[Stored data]
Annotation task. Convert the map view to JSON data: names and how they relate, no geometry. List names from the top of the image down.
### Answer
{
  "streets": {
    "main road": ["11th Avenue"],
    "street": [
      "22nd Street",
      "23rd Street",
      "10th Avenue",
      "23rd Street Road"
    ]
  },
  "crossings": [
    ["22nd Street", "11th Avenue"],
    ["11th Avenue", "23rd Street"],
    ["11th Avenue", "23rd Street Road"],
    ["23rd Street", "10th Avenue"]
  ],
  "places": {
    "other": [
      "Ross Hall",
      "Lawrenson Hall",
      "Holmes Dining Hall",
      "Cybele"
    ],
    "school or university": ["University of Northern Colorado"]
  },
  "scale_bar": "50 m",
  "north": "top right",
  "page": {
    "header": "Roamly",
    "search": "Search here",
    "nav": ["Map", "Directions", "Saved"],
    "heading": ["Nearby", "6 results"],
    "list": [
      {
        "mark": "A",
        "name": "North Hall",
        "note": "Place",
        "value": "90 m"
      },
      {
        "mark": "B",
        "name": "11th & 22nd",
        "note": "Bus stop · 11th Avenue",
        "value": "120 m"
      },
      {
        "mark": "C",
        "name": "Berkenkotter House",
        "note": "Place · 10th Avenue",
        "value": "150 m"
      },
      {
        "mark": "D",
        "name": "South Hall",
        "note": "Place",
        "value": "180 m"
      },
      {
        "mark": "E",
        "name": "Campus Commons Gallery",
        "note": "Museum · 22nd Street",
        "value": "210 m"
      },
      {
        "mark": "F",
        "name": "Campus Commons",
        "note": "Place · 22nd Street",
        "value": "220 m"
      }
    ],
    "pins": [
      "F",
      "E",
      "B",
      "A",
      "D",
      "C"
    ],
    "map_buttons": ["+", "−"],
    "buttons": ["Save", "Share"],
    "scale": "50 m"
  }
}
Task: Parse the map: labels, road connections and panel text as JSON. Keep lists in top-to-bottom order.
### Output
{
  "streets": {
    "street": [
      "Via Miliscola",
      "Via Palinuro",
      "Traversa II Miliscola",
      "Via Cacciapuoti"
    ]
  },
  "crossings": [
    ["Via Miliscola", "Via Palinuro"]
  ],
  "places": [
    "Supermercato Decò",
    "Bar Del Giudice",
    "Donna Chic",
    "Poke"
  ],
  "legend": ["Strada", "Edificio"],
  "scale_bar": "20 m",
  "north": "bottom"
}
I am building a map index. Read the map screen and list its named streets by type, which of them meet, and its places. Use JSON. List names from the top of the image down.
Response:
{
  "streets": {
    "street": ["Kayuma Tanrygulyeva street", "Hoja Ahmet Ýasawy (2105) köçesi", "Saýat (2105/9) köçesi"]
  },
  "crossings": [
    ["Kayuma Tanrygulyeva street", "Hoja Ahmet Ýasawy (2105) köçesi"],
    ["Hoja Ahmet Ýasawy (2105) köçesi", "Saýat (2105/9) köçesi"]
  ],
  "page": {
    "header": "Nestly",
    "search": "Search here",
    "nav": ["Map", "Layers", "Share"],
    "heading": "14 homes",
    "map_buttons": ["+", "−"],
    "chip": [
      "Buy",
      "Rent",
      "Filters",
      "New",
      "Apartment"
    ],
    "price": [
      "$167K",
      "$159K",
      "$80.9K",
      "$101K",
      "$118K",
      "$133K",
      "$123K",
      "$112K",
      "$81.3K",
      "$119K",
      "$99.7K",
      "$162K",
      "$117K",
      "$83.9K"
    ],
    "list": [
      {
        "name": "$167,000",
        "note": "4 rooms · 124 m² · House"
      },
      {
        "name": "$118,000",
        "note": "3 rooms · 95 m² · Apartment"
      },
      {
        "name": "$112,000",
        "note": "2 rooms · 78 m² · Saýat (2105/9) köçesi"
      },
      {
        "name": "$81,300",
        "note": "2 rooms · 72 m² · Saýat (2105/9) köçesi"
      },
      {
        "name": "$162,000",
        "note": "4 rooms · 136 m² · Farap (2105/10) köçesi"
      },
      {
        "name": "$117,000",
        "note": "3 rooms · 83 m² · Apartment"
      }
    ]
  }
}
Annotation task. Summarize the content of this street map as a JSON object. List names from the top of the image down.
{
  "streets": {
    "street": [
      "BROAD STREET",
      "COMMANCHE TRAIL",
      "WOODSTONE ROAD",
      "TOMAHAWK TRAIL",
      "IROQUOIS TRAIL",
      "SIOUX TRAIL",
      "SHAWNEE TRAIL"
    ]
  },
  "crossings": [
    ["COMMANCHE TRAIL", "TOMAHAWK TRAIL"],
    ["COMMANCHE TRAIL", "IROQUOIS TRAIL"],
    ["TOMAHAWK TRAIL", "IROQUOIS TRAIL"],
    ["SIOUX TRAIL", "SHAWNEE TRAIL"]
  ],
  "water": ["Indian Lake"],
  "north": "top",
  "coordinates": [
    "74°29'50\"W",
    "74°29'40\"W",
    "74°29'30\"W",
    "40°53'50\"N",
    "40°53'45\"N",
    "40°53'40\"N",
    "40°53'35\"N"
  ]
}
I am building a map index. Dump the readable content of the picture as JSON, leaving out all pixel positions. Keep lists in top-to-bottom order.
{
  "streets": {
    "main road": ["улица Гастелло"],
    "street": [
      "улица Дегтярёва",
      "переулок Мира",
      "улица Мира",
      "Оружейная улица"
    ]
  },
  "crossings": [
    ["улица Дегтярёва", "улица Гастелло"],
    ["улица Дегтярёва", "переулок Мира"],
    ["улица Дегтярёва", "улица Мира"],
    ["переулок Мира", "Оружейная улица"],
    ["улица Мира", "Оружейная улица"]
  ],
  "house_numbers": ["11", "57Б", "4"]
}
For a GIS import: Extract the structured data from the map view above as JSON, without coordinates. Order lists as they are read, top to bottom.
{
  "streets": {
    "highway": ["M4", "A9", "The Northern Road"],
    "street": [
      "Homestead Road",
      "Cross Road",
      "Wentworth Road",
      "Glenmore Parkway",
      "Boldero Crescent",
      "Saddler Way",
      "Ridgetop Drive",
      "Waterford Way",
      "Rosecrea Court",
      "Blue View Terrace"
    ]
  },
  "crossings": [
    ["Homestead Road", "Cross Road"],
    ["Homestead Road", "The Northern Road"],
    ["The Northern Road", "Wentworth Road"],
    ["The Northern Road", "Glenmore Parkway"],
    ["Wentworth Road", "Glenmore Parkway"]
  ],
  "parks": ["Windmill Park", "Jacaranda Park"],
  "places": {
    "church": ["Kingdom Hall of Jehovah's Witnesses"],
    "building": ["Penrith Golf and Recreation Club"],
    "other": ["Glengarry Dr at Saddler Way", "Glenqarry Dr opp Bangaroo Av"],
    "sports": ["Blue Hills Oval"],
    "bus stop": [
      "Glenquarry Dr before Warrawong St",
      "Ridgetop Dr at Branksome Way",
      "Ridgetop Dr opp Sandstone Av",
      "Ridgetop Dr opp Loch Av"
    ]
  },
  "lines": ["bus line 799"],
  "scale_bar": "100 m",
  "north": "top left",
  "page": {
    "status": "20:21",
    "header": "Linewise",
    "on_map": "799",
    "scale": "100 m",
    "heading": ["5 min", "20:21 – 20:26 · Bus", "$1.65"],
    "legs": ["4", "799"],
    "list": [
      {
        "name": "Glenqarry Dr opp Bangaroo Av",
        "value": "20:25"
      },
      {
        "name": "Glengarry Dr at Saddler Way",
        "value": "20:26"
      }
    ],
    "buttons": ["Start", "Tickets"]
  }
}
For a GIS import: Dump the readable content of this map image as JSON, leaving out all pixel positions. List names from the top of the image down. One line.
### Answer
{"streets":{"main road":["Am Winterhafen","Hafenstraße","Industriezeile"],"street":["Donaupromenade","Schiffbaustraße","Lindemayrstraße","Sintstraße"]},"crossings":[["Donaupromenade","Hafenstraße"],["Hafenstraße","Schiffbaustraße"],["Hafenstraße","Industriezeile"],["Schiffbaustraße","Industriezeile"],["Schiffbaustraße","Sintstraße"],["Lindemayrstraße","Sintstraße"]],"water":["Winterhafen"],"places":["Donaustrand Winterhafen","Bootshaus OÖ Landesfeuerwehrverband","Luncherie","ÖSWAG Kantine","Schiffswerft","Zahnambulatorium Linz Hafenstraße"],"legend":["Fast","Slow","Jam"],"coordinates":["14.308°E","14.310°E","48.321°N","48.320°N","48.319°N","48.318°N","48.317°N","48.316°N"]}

# Your objective
For the word "переулок", show every line of the entries that holds it.

# Result of this exercise
      "переулок Мира",
    ["улица Дегтярёва", "переулок Мира"],
    ["переулок Мира", "Оружейная улица"],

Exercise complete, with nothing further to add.